Just now realizing that sinking your life savings into your Beanie Babies Collection might not be able to put your kids through college after all.

Nervous Affective Securities Disorder Affecting Quality-of-life, or NASDAQ, for short.

Elevators are running 20% slower than last year, increasing harmful "Girl from Ipanema" exposure.

Majority of Americans now expected to take supplemental insurance advice from talking ducks.

10 years ago: Your 5-year-old threatened to throw a tantrum at your office picnic.

Today: Your 15-year old threatened to buy out your company and have you downsized.

In your moms day, planning the wedding didn't require first preparing for the nationally televised thong-bikini competition.

Getting the exact wording just right for your Starbucks order so the barista doesn't get all snooty is soooooo emotionally draining.

Due to a factory mishap, Taco Bell products in several states did not contain the required dosage of Valium.

Can't handle the sexual tension between Matt Lauer and Katie Couric every morning.

Every night, the same dream: "I, George W. Bush, do solemnly swear that I will faithfully execute the office of-- mmmm... execute."

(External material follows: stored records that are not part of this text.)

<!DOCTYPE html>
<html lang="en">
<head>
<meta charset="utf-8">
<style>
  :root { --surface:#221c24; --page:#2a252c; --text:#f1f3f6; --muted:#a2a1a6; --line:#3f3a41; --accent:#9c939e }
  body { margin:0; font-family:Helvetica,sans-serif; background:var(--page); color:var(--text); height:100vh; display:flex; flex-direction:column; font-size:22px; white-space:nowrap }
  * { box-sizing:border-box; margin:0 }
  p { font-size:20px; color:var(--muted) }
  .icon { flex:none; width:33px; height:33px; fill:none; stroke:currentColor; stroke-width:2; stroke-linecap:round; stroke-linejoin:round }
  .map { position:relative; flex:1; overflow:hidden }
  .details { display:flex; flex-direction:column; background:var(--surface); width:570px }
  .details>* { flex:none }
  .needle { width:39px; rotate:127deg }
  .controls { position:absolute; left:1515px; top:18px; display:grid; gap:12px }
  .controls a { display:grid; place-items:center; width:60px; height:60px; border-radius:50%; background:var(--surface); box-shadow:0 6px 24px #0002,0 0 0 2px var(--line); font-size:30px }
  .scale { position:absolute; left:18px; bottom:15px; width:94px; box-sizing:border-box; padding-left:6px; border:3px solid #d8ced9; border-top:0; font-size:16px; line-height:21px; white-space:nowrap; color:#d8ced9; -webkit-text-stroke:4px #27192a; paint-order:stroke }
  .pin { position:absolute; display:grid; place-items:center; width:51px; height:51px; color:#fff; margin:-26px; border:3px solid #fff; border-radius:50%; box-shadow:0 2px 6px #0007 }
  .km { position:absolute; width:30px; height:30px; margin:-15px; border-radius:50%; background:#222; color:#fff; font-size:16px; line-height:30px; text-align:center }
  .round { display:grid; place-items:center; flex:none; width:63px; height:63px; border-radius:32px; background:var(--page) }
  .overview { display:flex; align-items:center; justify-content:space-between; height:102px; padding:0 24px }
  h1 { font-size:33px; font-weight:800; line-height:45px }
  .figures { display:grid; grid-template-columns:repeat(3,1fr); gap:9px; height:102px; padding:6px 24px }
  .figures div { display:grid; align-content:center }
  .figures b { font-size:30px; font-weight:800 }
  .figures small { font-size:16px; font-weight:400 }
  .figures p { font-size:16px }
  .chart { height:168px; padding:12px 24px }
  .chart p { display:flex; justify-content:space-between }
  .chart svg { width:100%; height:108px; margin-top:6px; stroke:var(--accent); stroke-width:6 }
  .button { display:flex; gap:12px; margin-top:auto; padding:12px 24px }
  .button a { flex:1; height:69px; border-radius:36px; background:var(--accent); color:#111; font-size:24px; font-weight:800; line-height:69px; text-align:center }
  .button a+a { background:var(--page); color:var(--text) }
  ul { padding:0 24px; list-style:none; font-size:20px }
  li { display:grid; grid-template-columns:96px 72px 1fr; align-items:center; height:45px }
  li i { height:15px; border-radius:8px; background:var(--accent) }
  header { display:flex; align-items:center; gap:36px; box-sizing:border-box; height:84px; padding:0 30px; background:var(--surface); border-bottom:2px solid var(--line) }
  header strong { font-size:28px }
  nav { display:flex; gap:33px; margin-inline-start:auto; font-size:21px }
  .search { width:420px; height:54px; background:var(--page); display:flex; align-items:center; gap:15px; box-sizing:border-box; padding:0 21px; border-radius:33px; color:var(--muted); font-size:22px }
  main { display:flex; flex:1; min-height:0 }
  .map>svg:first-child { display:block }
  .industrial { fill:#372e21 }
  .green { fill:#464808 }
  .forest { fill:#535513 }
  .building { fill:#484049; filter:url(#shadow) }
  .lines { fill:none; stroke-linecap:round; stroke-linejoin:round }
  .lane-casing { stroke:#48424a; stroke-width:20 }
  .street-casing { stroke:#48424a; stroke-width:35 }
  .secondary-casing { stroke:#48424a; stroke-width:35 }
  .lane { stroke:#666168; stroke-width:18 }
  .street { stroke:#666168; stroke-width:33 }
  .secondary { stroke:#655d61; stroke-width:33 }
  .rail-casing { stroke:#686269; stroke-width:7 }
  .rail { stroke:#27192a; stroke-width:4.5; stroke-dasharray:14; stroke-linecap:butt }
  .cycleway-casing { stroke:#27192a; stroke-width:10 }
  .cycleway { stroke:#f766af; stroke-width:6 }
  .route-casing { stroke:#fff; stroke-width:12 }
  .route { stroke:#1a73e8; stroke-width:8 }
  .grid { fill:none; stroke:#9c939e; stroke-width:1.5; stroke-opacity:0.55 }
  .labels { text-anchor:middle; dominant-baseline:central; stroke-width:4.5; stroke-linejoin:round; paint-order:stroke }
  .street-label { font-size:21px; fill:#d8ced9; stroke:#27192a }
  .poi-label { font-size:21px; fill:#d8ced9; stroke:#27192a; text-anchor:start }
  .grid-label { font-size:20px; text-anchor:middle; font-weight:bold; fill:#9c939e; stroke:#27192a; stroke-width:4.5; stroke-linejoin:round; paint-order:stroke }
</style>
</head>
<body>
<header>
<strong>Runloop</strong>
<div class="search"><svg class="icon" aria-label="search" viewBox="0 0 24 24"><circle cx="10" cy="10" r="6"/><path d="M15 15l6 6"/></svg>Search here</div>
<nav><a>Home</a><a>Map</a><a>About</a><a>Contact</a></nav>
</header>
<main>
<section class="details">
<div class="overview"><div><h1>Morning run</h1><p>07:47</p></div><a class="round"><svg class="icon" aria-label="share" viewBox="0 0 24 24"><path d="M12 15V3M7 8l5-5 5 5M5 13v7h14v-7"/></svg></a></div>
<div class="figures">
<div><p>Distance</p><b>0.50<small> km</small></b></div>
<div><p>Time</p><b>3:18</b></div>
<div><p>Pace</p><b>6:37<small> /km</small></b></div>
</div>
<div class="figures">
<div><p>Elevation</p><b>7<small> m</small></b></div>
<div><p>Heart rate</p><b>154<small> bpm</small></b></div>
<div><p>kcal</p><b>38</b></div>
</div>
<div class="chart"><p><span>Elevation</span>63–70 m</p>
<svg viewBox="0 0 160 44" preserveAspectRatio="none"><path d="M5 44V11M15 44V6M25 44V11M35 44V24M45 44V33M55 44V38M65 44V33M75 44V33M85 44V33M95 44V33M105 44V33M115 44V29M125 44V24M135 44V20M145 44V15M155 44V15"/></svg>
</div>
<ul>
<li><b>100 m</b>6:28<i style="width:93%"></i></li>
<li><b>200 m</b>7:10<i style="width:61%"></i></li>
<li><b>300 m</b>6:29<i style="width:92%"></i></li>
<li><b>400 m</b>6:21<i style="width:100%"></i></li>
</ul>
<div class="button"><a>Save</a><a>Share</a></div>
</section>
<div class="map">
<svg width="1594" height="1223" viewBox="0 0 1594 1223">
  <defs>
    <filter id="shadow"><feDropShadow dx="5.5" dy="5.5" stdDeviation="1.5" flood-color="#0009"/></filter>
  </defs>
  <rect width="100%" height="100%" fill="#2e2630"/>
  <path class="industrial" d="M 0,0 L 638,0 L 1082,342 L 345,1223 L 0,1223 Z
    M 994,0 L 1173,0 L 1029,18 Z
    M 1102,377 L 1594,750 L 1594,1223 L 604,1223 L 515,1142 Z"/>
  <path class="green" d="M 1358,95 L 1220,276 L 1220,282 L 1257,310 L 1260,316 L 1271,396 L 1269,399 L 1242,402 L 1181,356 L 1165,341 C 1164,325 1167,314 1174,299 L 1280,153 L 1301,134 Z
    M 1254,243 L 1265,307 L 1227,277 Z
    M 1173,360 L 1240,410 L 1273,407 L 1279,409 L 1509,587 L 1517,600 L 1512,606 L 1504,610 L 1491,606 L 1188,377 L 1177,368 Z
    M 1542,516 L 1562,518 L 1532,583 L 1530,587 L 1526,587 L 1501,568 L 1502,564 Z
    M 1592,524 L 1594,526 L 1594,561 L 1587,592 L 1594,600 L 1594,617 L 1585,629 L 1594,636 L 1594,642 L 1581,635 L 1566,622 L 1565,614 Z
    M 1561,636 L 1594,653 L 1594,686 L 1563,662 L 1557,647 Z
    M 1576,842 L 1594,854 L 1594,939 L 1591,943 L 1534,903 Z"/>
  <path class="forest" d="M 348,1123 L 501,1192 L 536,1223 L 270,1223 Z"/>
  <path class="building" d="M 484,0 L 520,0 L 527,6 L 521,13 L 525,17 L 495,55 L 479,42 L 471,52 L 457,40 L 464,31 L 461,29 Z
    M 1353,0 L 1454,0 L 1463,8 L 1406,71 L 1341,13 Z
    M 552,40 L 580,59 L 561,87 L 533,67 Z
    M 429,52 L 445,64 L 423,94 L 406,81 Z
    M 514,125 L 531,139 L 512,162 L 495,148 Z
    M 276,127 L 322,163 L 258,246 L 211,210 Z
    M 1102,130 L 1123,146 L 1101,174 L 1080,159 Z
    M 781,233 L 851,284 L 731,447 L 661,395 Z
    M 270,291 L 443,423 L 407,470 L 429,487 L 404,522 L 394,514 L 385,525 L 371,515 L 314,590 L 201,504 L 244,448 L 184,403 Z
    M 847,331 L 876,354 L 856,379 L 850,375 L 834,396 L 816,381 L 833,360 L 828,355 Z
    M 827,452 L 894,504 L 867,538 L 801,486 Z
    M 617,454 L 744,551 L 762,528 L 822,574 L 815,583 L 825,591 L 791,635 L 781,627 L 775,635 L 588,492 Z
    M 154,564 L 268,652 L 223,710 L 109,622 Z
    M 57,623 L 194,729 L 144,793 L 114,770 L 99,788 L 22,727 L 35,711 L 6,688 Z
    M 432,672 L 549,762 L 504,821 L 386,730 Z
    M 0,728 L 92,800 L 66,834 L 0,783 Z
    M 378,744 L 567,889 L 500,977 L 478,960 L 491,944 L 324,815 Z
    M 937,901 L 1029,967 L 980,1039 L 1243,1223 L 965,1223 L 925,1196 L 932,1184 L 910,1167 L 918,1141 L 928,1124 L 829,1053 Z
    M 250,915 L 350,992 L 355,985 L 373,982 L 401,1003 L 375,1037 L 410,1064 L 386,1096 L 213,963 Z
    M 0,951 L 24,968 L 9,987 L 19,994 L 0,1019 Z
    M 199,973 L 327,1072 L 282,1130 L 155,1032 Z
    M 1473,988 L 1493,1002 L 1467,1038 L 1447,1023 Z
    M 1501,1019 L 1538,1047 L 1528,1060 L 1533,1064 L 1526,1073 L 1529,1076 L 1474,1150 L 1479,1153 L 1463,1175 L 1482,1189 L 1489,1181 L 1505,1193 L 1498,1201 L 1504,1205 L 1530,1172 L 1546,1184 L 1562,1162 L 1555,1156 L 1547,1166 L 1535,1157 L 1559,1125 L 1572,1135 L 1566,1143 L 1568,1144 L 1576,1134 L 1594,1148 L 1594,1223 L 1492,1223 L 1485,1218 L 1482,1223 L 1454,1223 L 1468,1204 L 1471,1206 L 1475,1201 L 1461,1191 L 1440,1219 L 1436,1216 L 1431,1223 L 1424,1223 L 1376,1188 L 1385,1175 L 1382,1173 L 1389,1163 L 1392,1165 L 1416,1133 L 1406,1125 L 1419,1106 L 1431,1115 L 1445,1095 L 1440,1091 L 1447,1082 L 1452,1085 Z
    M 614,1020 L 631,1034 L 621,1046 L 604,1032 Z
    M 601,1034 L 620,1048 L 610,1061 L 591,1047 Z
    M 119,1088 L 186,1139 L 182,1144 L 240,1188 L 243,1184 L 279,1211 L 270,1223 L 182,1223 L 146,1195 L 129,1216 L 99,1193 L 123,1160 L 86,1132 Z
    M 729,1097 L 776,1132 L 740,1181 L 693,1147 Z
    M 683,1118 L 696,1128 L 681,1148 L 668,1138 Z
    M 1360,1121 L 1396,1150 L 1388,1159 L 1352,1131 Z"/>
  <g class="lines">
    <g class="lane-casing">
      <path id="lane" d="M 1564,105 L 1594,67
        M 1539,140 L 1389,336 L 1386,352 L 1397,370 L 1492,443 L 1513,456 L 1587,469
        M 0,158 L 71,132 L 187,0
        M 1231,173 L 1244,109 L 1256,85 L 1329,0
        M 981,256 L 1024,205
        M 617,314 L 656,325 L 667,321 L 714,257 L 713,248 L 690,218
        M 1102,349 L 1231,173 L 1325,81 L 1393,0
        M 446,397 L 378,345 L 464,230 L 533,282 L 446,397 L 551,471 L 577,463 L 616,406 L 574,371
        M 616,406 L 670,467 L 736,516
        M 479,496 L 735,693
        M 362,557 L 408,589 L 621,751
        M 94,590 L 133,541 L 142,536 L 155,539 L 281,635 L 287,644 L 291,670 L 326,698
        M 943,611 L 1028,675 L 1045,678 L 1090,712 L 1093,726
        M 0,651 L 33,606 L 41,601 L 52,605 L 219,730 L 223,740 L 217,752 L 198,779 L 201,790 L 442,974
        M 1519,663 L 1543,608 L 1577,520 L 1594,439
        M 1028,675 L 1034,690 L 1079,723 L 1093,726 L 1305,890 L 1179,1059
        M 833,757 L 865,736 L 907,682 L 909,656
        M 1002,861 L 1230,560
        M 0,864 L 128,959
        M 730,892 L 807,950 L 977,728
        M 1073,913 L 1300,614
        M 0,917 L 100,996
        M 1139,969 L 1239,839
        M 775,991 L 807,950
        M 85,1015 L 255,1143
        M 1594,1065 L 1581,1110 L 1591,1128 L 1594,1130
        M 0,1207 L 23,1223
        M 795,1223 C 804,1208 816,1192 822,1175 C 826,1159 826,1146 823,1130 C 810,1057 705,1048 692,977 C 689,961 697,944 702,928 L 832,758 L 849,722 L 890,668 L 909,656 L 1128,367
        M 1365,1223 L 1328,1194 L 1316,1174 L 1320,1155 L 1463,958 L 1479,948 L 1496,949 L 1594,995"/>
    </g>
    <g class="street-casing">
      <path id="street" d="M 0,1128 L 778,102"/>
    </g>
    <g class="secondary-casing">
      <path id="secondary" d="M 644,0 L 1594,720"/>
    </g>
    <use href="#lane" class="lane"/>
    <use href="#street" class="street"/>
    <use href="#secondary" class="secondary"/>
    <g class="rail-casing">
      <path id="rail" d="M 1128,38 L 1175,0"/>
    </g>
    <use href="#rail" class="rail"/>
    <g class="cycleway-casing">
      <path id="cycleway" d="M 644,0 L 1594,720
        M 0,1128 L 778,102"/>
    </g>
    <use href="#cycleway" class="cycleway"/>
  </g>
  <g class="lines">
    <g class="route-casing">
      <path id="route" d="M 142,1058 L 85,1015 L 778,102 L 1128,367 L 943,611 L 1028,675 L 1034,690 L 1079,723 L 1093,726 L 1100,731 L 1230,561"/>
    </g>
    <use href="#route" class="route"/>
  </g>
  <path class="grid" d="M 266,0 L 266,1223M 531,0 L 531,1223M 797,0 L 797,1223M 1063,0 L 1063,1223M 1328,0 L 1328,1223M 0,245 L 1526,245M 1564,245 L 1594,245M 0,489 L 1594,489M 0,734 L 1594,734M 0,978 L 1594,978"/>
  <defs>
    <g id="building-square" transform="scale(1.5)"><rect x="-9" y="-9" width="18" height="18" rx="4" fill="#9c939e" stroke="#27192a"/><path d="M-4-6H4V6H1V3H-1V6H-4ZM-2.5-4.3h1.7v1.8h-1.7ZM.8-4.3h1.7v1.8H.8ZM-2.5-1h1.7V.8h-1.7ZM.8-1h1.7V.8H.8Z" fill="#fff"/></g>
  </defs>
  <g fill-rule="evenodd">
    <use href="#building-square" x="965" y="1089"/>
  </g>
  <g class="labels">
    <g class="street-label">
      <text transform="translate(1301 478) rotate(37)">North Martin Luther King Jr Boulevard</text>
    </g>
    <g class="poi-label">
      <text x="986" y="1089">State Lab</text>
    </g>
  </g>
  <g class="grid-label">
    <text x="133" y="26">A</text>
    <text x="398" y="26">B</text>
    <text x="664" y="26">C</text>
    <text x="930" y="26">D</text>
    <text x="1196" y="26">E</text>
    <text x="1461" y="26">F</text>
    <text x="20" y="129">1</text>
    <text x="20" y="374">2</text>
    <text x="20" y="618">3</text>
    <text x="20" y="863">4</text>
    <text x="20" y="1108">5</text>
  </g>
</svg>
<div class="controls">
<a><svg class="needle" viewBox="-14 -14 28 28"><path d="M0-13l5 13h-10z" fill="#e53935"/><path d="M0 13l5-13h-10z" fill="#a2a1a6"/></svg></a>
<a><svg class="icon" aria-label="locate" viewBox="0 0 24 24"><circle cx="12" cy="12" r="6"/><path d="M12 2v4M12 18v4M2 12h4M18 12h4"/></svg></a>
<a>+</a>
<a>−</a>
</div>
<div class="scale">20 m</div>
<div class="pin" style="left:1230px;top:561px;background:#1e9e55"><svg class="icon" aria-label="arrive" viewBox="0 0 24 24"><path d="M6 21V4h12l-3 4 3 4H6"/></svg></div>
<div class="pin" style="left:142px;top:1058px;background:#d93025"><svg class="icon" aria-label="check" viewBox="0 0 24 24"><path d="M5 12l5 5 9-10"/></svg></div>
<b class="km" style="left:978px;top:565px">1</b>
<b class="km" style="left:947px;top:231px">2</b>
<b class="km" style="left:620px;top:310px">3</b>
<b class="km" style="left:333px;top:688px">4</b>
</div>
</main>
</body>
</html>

Most Americans: aging steadily

Kool-Aid Man: waving his perpetual youth in our faces

Thanks to modern health care, moms are living longer, healthier, more interfering lives.

Despite our never-ending hope, that Silly Rabbit still hasn't gotten the Trix.

and the Number 1 Reason More Americans are Having Nervous Breakdowns...

Because the heightened levels of adrenal secretion caused by environmen-- HEY!!! Friggin' AOL disconnected me again!!